-- WHAT YOU SHOULD DO --
Given the entries that follow, write out exactly the lines starting at the one containing "Parse the image" and ending at the one containing "For a GIS import: Read", both ends included, and only those.

-- DATA LISTING --
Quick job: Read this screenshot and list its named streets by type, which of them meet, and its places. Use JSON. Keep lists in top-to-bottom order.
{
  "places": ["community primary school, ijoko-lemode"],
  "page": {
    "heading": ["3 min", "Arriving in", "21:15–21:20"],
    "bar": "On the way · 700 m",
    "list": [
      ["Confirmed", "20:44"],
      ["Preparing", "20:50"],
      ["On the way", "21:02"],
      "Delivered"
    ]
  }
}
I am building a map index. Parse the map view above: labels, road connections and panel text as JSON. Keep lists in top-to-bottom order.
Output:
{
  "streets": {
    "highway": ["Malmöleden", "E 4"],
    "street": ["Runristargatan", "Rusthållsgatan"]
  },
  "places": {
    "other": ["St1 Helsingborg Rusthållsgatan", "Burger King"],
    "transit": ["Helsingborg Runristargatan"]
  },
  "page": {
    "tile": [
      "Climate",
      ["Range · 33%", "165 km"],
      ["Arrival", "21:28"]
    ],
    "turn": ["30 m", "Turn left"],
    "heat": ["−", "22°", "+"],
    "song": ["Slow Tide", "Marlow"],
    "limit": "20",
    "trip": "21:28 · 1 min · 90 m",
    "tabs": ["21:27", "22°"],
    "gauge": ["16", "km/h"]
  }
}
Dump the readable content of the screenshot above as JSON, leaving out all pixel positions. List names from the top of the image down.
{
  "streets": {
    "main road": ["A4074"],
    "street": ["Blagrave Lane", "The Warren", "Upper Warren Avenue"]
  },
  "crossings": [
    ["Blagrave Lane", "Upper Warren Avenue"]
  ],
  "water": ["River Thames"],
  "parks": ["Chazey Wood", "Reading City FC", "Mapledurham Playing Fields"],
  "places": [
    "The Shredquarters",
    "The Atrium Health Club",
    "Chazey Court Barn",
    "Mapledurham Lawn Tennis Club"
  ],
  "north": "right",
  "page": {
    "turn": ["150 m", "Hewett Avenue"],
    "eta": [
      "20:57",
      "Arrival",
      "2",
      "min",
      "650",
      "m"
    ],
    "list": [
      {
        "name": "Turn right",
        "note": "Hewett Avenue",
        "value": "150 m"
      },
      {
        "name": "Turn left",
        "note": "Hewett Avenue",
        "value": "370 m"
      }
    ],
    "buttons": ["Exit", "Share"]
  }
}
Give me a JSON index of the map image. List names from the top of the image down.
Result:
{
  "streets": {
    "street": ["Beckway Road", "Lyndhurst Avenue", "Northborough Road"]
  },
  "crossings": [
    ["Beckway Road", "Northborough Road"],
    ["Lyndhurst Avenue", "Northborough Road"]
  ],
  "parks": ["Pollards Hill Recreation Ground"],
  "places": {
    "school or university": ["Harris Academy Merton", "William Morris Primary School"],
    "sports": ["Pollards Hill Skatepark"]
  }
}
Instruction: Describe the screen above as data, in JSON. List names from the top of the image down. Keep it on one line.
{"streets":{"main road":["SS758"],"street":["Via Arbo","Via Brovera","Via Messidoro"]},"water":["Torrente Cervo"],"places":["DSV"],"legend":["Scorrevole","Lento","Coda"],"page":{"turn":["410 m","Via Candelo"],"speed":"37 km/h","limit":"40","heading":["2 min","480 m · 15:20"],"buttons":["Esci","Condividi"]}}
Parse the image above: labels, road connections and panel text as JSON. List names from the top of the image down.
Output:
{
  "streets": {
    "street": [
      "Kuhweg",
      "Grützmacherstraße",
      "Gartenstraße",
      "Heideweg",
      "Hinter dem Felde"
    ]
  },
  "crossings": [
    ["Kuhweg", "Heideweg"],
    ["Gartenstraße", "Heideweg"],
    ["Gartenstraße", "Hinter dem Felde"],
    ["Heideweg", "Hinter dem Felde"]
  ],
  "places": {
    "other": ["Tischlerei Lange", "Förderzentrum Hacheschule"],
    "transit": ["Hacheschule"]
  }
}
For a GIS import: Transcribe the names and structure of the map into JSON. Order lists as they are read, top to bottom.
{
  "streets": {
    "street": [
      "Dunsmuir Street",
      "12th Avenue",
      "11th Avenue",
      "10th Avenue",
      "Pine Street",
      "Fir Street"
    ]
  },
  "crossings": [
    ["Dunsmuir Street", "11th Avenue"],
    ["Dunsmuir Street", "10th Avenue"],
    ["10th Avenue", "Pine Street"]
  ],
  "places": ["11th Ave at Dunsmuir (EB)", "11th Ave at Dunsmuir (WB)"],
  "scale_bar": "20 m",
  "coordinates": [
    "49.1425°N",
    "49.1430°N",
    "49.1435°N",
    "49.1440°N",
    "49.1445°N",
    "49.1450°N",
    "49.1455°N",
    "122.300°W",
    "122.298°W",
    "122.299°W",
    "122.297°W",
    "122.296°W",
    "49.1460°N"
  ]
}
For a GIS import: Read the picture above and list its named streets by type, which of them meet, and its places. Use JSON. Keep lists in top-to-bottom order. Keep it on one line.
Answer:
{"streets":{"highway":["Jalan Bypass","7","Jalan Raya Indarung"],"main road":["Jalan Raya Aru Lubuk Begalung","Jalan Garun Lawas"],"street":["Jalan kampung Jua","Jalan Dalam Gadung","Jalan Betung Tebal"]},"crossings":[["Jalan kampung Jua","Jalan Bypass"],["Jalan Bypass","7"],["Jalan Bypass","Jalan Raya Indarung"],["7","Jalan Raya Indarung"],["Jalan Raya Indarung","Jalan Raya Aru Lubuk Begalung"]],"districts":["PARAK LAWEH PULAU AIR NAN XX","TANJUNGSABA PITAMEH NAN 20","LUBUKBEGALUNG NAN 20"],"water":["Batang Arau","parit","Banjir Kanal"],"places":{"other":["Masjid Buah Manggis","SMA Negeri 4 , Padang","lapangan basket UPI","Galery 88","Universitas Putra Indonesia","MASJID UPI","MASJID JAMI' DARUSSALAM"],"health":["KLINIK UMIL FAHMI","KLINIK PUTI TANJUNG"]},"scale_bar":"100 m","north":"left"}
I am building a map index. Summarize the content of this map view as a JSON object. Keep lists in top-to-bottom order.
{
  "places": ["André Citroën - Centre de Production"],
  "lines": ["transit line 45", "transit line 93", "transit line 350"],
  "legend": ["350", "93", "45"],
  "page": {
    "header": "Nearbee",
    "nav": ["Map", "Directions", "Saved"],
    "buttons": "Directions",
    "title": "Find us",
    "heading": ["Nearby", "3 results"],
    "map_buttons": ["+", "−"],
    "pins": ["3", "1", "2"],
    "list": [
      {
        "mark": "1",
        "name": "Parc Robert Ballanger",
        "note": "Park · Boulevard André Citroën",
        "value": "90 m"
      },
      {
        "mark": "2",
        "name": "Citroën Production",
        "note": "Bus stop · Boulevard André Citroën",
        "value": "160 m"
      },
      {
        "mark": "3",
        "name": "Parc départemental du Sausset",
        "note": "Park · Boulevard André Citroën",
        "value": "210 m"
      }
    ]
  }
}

-- SOLUTION FOR THIS EXERCISE --
Parse the image above: labels, road connections and panel text as JSON. List names from the top of the image down.
Output:
{
  "streets": {
    "street": [
      "Kuhweg",
      "Grützmacherstraße",
      "Gartenstraße",
      "Heideweg",
      "Hinter dem Felde"
    ]
  },
  "crossings": [
    ["Kuhweg", "Heideweg"],
    ["Gartenstraße", "Heideweg"],
    ["Gartenstraße", "Hinter dem Felde"],
    ["Heideweg", "Hinter dem Felde"]
  ],
  "places": {
    "other": ["Tischlerei Lange", "Förderzentrum Hacheschule"],
    "transit": ["Hacheschule"]
  }
}
For a GIS import: Transcribe the names and structure of the map into JSON. Order lists as they are read, top to bottom.
{
  "streets": {
    "street": [
      "Dunsmuir Street",
      "12th Avenue",
      "11th Avenue",
      "10th Avenue",
      "Pine Street",
      "Fir Street"
    ]
  },
  "crossings": [
    ["Dunsmuir Street", "11th Avenue"],
    ["Dunsmuir Street", "10th Avenue"],
    ["10th Avenue", "Pine Street"]
  ],
  "places": ["11th Ave at Dunsmuir (EB)", "11th Ave at Dunsmuir (WB)"],
  "scale_bar": "20 m",
  "coordinates": [
    "49.1425°N",
    "49.1430°N",
    "49.1435°N",
    "49.1440°N",
    "49.1445°N",
    "49.1450°N",
    "49.1455°N",
    "122.300°W",
    "122.298°W",
    "122.299°W",
    "122.297°W",
    "122.296°W",
    "49.1460°N"
  ]
}
For a GIS import: Read the picture above and list its named streets by type, which of them meet, and its places. Use JSON. Keep lists in top-to-bottom order. Keep it on one line.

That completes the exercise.